By John Gruber
Sky Guide brings the beauty of the stars down to Earth.
Mike Jazayeri, Chrome product manager:
We expect even more rapid innovation in the web media platform in the coming year and are focusing our investments in those technologies that are developed and licensed based on open web principles. To that end, we are changing Chrome’s HTML5
<video>support to make it consistent with the codecs already supported by the open Chromium project. Specifically, we are supporting the WebM (VP8) and Theora video codecs, and will consider adding support for other high-quality open codecs in the future. Though H.264 plays an important role in video, as our goal is to enable open innovation, support for the codec will be removed and our resources directed towards completely open codec technologies.
A bold move, to be sure. H.264 is widely used. WebM and Theora aren’t. Perhaps this move will push more publishers toward serving video encoded with WebM. The big problem WebM has versus H.264 is that there are hardware decoders for H.264. This is key for mobile devices. It’s the hardware video decoding that allows mobile devices to get such long battery life and smooth performance for video playback. There’s no way publishers can drop H.264. To support Chrome, they’d have to add WebM-encoded versions of each video.

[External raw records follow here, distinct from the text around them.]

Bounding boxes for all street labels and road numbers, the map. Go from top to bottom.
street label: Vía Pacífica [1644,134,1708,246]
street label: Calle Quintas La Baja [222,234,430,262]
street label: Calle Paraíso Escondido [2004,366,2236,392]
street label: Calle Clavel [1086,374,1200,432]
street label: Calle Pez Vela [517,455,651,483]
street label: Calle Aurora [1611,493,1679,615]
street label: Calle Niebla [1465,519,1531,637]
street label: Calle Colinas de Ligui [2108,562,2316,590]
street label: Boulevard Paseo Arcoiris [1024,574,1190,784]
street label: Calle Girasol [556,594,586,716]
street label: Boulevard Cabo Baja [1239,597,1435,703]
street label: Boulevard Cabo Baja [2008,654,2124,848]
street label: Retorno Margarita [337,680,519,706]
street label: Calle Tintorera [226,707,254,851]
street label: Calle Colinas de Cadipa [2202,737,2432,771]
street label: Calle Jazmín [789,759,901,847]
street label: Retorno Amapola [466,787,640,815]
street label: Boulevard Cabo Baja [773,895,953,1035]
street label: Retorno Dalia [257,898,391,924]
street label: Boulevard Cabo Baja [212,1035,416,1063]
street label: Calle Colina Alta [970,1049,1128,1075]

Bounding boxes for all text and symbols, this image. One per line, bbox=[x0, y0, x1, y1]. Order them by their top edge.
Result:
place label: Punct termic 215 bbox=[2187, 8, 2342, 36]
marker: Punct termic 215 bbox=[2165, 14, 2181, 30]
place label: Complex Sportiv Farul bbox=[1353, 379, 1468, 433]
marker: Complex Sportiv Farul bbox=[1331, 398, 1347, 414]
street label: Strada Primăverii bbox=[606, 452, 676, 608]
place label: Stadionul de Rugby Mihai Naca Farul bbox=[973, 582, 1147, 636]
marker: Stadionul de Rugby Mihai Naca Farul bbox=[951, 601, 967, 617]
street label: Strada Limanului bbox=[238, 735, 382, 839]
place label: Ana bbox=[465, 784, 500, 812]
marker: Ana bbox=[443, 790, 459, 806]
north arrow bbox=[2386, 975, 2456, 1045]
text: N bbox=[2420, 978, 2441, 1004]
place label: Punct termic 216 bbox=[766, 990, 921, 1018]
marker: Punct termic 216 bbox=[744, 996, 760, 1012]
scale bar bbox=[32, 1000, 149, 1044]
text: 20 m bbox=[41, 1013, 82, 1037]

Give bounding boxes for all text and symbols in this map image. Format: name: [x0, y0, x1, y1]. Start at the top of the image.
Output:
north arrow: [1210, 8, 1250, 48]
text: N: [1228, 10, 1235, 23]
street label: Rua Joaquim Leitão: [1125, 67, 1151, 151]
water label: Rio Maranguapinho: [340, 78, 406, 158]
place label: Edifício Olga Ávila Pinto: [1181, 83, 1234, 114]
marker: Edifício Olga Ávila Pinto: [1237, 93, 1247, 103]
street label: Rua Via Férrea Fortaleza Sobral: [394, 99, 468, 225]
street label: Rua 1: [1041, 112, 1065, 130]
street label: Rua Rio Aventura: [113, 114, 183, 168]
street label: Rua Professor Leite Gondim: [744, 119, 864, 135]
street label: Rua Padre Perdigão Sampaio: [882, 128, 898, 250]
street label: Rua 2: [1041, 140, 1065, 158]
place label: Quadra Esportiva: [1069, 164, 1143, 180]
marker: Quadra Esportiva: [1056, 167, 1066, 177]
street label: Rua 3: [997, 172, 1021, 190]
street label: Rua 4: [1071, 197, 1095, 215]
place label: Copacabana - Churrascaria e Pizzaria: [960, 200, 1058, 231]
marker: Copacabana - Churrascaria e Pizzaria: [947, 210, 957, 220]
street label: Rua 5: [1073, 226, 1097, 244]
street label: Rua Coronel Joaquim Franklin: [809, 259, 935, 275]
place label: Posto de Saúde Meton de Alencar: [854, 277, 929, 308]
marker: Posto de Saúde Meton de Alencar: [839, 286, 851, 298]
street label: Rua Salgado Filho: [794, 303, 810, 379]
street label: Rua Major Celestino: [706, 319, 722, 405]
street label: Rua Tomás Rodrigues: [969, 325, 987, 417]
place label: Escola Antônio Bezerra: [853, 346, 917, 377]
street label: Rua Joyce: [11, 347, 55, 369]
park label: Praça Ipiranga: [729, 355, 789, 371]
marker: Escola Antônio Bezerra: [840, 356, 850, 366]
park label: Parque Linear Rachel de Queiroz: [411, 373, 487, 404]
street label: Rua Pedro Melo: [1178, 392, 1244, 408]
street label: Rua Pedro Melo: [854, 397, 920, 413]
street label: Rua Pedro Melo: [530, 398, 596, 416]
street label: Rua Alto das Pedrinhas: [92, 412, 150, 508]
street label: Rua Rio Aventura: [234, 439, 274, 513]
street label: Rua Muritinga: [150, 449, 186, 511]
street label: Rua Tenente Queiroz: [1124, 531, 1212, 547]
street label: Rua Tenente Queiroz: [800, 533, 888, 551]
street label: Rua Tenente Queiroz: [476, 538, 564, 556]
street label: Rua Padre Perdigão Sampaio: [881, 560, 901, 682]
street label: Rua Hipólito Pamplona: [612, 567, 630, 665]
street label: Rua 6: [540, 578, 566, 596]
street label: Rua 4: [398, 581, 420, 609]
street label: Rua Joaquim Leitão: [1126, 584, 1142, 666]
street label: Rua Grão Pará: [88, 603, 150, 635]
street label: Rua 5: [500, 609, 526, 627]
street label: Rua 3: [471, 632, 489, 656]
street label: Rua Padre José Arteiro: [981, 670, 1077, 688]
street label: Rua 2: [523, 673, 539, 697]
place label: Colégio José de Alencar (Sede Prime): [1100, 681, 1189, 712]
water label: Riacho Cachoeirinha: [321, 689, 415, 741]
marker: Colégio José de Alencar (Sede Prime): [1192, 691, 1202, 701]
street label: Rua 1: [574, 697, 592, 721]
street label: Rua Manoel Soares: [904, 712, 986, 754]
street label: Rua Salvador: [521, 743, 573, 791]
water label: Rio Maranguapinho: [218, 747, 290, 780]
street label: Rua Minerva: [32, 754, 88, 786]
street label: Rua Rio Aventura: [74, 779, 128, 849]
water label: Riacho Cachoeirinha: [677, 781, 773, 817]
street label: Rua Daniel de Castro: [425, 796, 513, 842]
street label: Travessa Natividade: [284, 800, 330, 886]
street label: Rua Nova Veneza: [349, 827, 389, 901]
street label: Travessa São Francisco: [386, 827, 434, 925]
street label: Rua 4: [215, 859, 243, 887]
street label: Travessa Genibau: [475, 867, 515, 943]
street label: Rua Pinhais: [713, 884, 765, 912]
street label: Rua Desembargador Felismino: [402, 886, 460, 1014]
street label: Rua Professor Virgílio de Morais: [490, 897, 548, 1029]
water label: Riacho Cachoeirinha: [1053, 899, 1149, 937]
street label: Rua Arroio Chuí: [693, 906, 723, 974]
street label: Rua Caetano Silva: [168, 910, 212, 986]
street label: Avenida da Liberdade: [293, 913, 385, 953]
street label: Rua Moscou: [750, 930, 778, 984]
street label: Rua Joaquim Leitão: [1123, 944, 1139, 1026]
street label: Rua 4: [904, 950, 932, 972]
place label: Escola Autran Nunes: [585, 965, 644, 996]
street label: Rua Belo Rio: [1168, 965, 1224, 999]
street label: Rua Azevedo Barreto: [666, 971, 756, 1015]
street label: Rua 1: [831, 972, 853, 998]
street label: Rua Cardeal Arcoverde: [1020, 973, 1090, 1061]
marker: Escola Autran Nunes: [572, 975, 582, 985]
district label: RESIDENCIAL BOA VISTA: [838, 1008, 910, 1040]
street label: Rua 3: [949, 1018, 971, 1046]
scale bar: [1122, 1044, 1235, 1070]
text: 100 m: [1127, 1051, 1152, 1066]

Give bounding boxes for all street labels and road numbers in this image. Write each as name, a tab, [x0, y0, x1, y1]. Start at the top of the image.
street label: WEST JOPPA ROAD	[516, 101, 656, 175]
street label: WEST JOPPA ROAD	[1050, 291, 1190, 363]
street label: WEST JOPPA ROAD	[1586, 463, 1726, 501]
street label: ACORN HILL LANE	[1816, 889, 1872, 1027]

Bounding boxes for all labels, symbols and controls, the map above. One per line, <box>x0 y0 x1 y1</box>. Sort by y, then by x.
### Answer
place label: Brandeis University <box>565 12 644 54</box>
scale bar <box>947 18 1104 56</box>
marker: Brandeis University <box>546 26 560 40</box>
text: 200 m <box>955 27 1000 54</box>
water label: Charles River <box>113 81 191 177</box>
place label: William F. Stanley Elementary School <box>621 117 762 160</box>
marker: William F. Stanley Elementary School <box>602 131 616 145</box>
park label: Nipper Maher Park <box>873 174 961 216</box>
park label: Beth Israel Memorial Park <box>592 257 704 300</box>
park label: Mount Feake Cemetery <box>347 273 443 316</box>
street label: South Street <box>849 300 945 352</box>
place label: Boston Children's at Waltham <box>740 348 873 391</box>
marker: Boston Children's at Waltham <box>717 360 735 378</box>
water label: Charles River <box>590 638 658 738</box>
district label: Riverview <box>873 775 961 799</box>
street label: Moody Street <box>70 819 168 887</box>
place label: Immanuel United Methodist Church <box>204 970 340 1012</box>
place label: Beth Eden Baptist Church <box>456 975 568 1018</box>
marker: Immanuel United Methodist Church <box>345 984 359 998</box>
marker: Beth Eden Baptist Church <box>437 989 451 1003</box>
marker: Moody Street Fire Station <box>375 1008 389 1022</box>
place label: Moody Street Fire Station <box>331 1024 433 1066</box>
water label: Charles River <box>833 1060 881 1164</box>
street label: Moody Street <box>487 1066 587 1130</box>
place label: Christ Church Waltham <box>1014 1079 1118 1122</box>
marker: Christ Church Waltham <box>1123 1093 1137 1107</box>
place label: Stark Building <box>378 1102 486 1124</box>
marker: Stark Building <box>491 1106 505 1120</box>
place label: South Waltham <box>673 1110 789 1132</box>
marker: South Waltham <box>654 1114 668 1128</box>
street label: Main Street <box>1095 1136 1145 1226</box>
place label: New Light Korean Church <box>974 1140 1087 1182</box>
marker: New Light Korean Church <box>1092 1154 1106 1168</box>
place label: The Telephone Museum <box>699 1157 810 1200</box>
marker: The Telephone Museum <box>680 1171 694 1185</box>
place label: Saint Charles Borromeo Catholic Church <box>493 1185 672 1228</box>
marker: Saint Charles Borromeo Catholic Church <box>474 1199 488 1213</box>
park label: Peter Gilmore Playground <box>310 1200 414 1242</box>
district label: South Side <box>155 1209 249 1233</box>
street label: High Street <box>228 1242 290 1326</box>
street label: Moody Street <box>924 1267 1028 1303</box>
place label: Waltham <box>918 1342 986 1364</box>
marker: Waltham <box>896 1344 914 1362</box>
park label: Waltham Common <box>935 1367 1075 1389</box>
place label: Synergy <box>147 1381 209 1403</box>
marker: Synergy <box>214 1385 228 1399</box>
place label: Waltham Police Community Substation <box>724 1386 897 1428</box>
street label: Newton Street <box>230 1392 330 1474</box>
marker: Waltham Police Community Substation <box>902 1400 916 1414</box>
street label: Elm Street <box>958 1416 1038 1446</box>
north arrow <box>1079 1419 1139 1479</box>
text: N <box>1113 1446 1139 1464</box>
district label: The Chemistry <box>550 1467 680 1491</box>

My bet is that this is just going to push publishers toward forcing Chrome users to use Flash for video playback — and that the video that gets sent to Flash Player will be encoded as H.264. Google can fix this for YouTube on its own, and admittedly, that covers an awful lot of web video. But I think everywhere else, H.264 will continue to dominate, and instead of getting native playback, Chrome users will get playback through Flash. This should be great for Chrome OS laptop battery life.
Update: Here’s a thought. If Google is dropping support for H.264 because their “goal is to enable open innovation”, why don’t they also drop support for closed plugins like Flash Player? As it stands now, Chrome not only supports Flash, it ships with its own embedded copy of Flash. I don’t see how Google keeps Flash but drops H.264 in the name of “openness” without being seen as utter hypocrites.